## [THE INPUT]
--------------------------------

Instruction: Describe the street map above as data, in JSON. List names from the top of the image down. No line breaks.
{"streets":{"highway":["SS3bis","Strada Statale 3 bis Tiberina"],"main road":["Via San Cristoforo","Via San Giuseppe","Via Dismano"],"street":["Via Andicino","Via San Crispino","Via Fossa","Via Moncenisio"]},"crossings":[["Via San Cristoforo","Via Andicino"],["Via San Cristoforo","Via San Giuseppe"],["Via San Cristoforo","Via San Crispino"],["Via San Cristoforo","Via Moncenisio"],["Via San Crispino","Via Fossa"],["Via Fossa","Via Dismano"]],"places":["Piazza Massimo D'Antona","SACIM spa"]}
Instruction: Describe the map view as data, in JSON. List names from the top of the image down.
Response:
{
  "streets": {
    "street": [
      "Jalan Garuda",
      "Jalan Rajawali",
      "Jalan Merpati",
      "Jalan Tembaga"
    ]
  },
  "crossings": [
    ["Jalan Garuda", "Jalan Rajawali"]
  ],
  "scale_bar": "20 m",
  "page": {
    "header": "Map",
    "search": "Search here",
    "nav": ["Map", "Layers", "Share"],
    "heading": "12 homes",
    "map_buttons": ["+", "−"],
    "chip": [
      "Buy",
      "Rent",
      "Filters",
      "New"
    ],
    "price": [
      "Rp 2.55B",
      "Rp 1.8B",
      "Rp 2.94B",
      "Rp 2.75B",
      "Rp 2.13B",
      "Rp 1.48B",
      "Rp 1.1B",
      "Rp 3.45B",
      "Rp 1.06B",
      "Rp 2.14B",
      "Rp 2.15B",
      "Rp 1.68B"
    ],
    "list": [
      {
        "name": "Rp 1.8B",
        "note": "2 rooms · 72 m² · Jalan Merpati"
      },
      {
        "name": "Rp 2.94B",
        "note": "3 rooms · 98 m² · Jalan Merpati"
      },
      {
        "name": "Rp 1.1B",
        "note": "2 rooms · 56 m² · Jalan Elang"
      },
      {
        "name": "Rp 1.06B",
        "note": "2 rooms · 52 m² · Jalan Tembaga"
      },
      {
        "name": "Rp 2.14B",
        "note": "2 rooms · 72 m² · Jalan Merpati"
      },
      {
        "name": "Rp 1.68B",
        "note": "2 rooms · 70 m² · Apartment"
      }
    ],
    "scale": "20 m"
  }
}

--------------------------------

## [THE PROBLEM]
Each line of the listing should be retyped exactly, with nothing left out.

## [ANSWER FOR THE TASK]
Instruction: Describe the street map above as data, in JSON. List names from the top of the image down. No line breaks.
{"streets":{"highway":["SS3bis","Strada Statale 3 bis Tiberina"],"main road":["Via San Cristoforo","Via San Giuseppe","Via Dismano"],"street":["Via Andicino","Via San Crispino","Via Fossa","Via Moncenisio"]},"crossings":[["Via San Cristoforo","Via Andicino"],["Via San Cristoforo","Via San Giuseppe"],["Via San Cristoforo","Via San Crispino"],["Via San Cristoforo","Via Moncenisio"],["Via San Crispino","Via Fossa"],["Via Fossa","Via Dismano"]],"places":["Piazza Massimo D'Antona","SACIM spa"]}
Instruction: Describe the map view as data, in JSON. List names from the top of the image down.
Response:
{
  "streets": {
    "street": [
      "Jalan Garuda",
      "Jalan Rajawali",
      "Jalan Merpati",
      "Jalan Tembaga"
    ]
  },
  "crossings": [
    ["Jalan Garuda", "Jalan Rajawali"]
  ],
  "scale_bar": "20 m",
  "page": {
    "header": "Map",
    "search": "Search here",
    "nav": ["Map", "Layers", "Share"],
    "heading": "12 homes",
    "map_buttons": ["+", "−"],
    "chip": [
      "Buy",
      "Rent",
      "Filters",
      "New"
    ],
    "price": [
      "Rp 2.55B",
      "Rp 1.8B",
      "Rp 2.94B",
      "Rp 2.75B",
      "Rp 2.13B",
      "Rp 1.48B",
      "Rp 1.1B",
      "Rp 3.45B",
      "Rp 1.06B",
      "Rp 2.14B",
      "Rp 2.15B",
      "Rp 1.68B"
    ],
    "list": [
      {
        "name": "Rp 1.8B",
        "note": "2 rooms · 72 m² · Jalan Merpati"
      },
      {
        "name": "Rp 2.94B",
        "note": "3 rooms · 98 m² · Jalan Merpati"
      },
      {
        "name": "Rp 1.1B",
        "note": "2 rooms · 56 m² · Jalan Elang"
      },
      {
        "name": "Rp 1.06B",
        "note": "2 rooms · 52 m² · Jalan Tembaga"
      },
      {
        "name": "Rp 2.14B",
        "note": "2 rooms · 72 m² · Jalan Merpati"
      },
      {
        "name": "Rp 1.68B",
        "note": "2 rooms · 70 m² · Apartment"
      }
    ],
    "scale": "20 m"
  }
}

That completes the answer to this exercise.